Note that researchers committed to the "fusion furnace" model consider the low neutrino count to be proof that neutrinos spontaneously change flavor, such that in the time it takes them to reach the Earth, 2/3 of the electron neutrinos have changed into muon or tau neutrinos, which are not detectable.3 But modifying a theory to absorb an anomaly, and then calling the anomaly proof of the theory, is circular reasoning. Independent proof has not been established, and without it, that's just an unverified hypothesis. If we take the data at face value, we are still in search of something that can cause 2/3 of the solar output.
This leaves us with two questions.
  1. What is the source of the other 2/3 of the energy?
  2. What are the conditions responsible for fusion, if not core pressure?
If we revisit the density gradient shown in Figure 2, we find another form of potential energy that needs to be investigated. Any hydrogen below the midpoint in the convective zone has been compressed into liquid, and most of the helium is similarly in liquid form. The iron and nickel in the radiative zone are above their liquid densities, but the platinum and osmium in the core are both below their liquid densities. If electron degeneracy begins at the liquid density, the core and the lower half of the convective zone are positively charged (green in Figure 3). Outside of these layers, the electrons expelled from the liquids will congregate, attracted to the positive charges, but not able to neutralize them because the density won't allow it (red in Figure 3).
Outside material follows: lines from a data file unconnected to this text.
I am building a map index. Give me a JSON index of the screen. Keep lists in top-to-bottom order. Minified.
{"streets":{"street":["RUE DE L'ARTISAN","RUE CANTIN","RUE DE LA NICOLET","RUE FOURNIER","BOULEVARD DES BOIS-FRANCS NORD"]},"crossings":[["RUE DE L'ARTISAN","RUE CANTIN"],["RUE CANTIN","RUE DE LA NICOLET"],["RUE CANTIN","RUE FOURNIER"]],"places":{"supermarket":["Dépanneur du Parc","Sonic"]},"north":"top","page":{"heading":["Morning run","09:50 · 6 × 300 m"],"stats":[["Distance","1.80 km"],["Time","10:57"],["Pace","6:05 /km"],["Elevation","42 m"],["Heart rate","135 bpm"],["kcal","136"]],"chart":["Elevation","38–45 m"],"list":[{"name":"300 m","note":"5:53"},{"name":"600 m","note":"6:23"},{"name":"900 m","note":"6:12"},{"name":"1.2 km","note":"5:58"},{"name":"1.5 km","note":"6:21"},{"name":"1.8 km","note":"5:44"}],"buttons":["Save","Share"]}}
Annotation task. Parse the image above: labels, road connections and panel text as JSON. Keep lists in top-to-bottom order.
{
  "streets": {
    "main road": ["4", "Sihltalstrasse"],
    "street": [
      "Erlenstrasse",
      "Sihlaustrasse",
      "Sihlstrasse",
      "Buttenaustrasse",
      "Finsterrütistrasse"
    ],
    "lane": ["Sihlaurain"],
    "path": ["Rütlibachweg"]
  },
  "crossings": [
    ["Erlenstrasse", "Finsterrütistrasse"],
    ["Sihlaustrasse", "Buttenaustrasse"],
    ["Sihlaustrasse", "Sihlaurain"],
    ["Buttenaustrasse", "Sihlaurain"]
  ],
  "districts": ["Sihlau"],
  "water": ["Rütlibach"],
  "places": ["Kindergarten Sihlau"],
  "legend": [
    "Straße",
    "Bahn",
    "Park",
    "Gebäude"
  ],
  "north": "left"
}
At the top of the convective zone, there is a layer of induced positive charge (blue in Figure 3). Hence there are 5 layers of alternating positive and negative charges.
Figure 3. Physical states and layers of charge in the Sun, due to EDP and induction.
The significance is that the electrostatic potentials between these layers will be enormous. In the excellent conductivity of supercritical fluids, we'd think that the charges would spontaneously recombine. But the prime mover is gravity, which invokes EDP. Since the force of gravity is constant, the potentials should be stable, as long as nothing disrupts the layering. Yet the Sun is a very dynamic thing indeed, and we can expect constant disruptions. If the pressure relaxes, +ions created by EDP will be allowed to capture electrons. Conversely, if the pressure increases, electrons will be expelled. Thus anything that disrupts the pressure will drive electric currents, which will generate heat and light. So we'll investigate the possibility that the primary energy source is gravitational potential that has been converted to electrostatic potential in a CFDL configuration, and which is getting released by electric currents as the layers are disrupted.
Figure 4. The proposed 5 layers of charge that are created by electron degeneracy pressure, given the proposed abundances that have been mass-separated, and the hydrostatic pressure from gravity. The electric force between oppositely charged layers further compresses them into the final equilibrium.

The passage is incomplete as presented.